And I didn't know anything about AJ, and that was the storyline that really caught me off guard. I ignored or got annoyed with the kid in past seasons, but his last arcs really drove home a lot of the show's major points - ignoring problems until it's too late, inheriting your parents' sins, and the bad consequences of taking the easy way out. I loved how they insinuated right at the end there that AJ might be just as much of a psychopath and a manipulator as his father. It's just that up until now he's been a really bad one. And then there was Janice turning into Livia, trying to keep her kids from running away from her, and Meadow finally revealing that in spite of her successes she's also been deeply shaped by her family. Tony and Carmela carry on as they always do, but in the face of all the mounting crises they seem more petty and self-deluding than ever. They divert AJ from the military, where he might have had the chance to really grow, in favor of a low-level job at an entertainment company that they control.

The scope and depth of "The Sopranos" is something I haven't seen any of its imitators or its progeny match up to yet. There's the multi-generational aspect, and the cultural heritage aspect, and the mob aspect, and the suburban aspect, and the spiritual elements, and the morality tales, and the pop culture critique, and the state of America, and so many different character studies. I still don't find the show particularly entertaining, except for the few really big, cathartic episodes where there's a real crisis going on. I don't particularly empathize with the characters, though I appreciate the hell out of the better performances. Intellectually, though, it hits all the right buttons. It chases after all these big ideas and themes and really has something to say about them. It gives us all these characters who could be good people, who are all perfectly redeemable, but they give into their worst impulses over and over again until every chance at turning back is gone. Melfi's the only one who gets away unscathed, who drops Tony and doesn't go back on it, finally. And yet, her reasons are awfully selfish in the end.

I was impatient with "The Sopranos" at the halfway point, wondering if Tony was ever going to change and learn the lessons that Melfi and a string of dead associates kept trying to impart, or conversely when he was ever going to get what was coming to him. The long, slow burn was often aggravating, but I guess that was the point. It took me much too long to realize that "The Sopranos" is largely about the inaction, about letting things slide, and being content to follow in the footsteps of all the bad that came before. And ignoring and rationalizing the worst bits. I loved that little irony that Tony thinks that his gambling luck has changed for the better thanks to Christopher's death, right before things really go bad. All these awful consequences kept looming on the horizon, but they weren't as important as the build-up to it. The famous final scene of the very last episode encapsulates this. I'm pretty damn sure that Tony's dead, but if the show had ended with his death, it would have been too conventional, too easy. Just showing the minutes leading up to the end is what made that scene such a shocker and a cultural touchstone.

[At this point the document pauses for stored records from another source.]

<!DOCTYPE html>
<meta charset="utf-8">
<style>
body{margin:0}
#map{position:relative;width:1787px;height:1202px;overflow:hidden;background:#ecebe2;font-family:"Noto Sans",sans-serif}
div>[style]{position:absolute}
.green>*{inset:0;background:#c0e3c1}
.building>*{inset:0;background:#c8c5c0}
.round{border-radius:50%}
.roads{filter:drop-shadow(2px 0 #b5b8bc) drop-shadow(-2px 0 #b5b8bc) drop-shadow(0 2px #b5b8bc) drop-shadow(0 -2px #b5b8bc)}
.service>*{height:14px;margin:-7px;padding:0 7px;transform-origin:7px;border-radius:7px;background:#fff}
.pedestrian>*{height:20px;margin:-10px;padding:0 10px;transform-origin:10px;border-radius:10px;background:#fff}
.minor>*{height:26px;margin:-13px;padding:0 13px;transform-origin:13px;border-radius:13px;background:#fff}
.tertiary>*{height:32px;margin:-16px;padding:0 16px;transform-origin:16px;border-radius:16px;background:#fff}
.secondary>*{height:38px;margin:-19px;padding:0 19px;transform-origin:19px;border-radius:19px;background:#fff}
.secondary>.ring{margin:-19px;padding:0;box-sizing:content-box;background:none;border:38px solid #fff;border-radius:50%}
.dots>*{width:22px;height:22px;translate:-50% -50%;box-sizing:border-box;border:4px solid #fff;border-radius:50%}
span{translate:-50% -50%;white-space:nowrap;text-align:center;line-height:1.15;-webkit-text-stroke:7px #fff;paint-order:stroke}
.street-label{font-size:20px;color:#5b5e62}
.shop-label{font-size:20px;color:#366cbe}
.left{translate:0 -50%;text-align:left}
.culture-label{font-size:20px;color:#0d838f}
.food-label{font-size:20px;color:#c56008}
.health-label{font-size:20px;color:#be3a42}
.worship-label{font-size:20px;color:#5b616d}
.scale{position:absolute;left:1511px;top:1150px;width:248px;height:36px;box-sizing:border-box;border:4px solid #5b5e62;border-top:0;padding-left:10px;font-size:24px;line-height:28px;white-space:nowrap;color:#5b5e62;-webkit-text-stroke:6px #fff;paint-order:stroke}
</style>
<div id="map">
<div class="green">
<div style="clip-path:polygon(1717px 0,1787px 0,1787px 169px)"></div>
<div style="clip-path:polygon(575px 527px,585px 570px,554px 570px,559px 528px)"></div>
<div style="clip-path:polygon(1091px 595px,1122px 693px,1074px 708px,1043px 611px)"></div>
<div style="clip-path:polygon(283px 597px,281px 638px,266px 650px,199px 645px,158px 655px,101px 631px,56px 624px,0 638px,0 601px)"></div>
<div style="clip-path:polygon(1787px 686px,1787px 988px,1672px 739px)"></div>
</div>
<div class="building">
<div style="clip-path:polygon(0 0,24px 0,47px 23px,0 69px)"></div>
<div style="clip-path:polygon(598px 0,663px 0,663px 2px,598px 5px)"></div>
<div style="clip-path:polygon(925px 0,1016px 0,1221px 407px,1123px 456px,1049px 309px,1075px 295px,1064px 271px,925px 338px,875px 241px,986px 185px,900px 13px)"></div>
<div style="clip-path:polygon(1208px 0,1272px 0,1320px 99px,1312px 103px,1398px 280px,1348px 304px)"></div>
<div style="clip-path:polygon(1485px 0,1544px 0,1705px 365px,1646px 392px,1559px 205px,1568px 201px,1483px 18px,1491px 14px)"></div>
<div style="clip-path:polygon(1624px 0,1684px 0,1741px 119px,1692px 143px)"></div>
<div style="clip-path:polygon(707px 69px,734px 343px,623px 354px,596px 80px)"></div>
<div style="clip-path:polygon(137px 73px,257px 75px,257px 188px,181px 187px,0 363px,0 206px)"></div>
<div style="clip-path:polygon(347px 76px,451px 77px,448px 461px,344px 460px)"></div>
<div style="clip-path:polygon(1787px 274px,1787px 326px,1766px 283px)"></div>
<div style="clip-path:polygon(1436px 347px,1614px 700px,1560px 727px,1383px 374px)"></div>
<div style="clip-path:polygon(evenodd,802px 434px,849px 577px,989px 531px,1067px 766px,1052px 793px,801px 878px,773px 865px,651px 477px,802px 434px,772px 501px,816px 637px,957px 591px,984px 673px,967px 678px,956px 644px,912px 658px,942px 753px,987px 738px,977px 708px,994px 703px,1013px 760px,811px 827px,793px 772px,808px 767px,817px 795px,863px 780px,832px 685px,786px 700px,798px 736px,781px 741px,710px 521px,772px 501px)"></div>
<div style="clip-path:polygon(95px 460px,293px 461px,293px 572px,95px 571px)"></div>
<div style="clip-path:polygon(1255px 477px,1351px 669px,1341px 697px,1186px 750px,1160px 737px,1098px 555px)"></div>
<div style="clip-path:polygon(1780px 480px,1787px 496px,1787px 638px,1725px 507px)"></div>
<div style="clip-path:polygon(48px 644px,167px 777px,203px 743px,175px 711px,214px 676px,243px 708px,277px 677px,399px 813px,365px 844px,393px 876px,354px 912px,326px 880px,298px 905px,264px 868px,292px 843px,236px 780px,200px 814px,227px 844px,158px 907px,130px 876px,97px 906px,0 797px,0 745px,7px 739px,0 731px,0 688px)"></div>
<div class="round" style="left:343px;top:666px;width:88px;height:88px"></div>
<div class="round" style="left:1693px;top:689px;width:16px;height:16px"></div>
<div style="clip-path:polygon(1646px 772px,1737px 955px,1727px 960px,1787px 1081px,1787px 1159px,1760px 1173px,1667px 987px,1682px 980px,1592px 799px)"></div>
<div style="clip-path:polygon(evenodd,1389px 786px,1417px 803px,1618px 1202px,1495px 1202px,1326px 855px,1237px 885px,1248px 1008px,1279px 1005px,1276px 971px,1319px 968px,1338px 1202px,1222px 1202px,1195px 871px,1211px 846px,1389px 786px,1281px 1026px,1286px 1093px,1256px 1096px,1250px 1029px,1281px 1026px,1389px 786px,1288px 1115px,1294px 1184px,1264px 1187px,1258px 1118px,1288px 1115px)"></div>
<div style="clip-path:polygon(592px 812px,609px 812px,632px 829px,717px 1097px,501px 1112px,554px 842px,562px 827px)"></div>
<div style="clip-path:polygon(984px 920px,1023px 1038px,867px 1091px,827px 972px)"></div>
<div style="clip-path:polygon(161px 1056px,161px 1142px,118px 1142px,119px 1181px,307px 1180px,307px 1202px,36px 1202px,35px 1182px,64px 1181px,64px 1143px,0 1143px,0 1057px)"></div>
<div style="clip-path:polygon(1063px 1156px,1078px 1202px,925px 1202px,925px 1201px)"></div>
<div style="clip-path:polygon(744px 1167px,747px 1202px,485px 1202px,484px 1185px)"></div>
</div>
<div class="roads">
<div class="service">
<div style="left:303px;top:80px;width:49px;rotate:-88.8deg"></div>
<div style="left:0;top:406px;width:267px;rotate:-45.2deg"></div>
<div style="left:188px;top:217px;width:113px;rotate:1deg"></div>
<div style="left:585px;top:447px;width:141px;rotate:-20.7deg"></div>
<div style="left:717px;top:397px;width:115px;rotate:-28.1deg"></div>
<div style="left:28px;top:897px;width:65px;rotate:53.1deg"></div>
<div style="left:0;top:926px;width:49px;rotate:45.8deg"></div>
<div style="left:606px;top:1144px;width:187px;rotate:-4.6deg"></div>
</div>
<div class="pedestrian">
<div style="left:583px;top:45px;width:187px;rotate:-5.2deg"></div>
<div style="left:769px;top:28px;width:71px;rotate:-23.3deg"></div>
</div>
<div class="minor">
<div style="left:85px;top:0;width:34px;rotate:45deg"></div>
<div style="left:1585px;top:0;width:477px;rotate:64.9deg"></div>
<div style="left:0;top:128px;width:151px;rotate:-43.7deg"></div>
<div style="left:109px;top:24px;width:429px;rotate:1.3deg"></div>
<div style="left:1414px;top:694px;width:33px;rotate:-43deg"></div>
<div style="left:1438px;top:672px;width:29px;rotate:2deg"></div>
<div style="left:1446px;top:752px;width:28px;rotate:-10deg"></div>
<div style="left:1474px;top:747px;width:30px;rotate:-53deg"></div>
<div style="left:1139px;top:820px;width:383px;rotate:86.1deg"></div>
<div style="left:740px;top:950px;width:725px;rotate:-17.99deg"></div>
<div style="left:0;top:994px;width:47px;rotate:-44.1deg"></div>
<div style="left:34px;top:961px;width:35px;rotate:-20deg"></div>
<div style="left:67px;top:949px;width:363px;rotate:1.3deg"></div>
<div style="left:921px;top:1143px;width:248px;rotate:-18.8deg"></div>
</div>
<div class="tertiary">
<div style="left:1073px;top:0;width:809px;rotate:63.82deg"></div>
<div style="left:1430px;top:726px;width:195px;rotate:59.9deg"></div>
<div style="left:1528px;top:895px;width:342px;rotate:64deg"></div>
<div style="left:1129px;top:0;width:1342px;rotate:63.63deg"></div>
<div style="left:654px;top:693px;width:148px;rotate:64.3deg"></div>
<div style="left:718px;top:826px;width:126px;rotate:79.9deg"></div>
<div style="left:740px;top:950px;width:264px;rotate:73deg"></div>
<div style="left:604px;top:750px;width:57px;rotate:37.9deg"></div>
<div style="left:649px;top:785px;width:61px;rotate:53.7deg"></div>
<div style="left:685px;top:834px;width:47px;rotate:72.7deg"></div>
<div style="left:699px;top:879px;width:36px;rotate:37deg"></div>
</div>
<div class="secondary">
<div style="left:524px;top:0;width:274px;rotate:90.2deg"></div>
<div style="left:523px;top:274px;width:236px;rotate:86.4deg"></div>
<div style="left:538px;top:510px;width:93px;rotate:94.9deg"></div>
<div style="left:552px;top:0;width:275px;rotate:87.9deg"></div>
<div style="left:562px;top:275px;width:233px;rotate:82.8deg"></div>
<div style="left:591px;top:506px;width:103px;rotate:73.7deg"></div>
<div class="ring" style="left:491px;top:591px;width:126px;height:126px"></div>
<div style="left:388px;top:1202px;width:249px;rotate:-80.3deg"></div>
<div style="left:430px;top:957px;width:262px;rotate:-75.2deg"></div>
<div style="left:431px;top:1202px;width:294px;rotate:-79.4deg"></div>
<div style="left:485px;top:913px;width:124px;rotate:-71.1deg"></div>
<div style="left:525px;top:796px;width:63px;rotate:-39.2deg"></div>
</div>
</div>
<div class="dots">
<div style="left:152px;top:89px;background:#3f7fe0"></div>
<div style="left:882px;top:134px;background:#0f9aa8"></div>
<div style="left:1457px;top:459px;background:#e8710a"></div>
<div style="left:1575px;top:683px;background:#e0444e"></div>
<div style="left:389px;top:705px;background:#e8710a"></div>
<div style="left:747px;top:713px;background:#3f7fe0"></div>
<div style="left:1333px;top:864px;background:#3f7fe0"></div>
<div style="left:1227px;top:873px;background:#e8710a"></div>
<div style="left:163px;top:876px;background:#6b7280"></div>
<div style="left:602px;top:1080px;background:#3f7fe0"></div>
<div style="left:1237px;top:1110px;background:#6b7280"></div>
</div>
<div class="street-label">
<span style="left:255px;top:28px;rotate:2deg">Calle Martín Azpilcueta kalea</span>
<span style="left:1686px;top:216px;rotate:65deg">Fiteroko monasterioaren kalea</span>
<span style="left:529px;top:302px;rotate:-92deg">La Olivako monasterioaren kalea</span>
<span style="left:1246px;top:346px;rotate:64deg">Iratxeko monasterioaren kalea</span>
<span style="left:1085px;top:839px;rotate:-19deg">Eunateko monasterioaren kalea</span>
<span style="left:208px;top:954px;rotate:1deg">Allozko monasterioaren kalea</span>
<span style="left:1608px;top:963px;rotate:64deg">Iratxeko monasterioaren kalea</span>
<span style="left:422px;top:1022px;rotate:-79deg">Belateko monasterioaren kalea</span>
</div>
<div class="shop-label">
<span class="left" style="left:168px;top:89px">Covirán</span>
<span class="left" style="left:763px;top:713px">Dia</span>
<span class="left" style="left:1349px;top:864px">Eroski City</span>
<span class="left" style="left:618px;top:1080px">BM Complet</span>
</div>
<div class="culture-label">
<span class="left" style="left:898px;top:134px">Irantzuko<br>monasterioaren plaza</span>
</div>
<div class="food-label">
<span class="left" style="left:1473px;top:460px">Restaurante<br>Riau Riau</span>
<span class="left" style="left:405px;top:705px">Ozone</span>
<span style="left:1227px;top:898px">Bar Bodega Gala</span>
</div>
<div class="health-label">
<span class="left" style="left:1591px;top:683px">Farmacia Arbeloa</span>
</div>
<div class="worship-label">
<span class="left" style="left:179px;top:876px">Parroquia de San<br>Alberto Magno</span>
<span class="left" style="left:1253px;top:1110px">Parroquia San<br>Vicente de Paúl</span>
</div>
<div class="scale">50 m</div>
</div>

I never really rooted for Tony Soprano, but in the end I felt sorry for him. He does learn and he does change, just not in a way that does him any good. He sends an old associate back to prison rather than let him become another Richie Aprile or Ralph Cifaretto. He stops sleeping with women who remind him of his mother, or at least has a hell of a lot more doubts about it. He's nicer to his wife and opens up more to his son. However, at the core of him is still the guy who murders Christopher out of paranoia and mistrust. The show never explains why he did it. The excuse is that Tony suspected he might have flipped to the FBI. But that's the excuse. Maybe Tony was just tired of dealing with Christopher's endless screw-ups and junkie habits. Maybe he was resentful of the distance that had come between them, or that he had moved on to Kelly after Adriana. Maybe Chris was just the most convenient outlet for Tony's frustrations at the moment. We'll never know.

The last run of episodes were more melancholy than exciting, despite all the action that was happening onscreen. While it wasn't the grandiose downward spiral that I had been anticipating, there was a definite sense of decline and uncertainty, a bleakness that had been a long time coming. It still retained that wicked humor from the beginning though, that cynical, black-hearted wit that gave us Bobby's death cross-cut with a toy train derailing and had Tony go out on "Don't Stop Believin,'" of all things.

And this post has gone on much longer than I originally intended, so I'll just wrap up by saying that I'm glad I watched "The Sopranos." Sometimes it was a slog, and but it was worth it. The show genuinely surprised and impressed me in ways I wasn't expecting. It wasn't afraid to show the truth and the ugliness of life. And it wasn't afraid to make us hate it, once in a while. And it was great TV.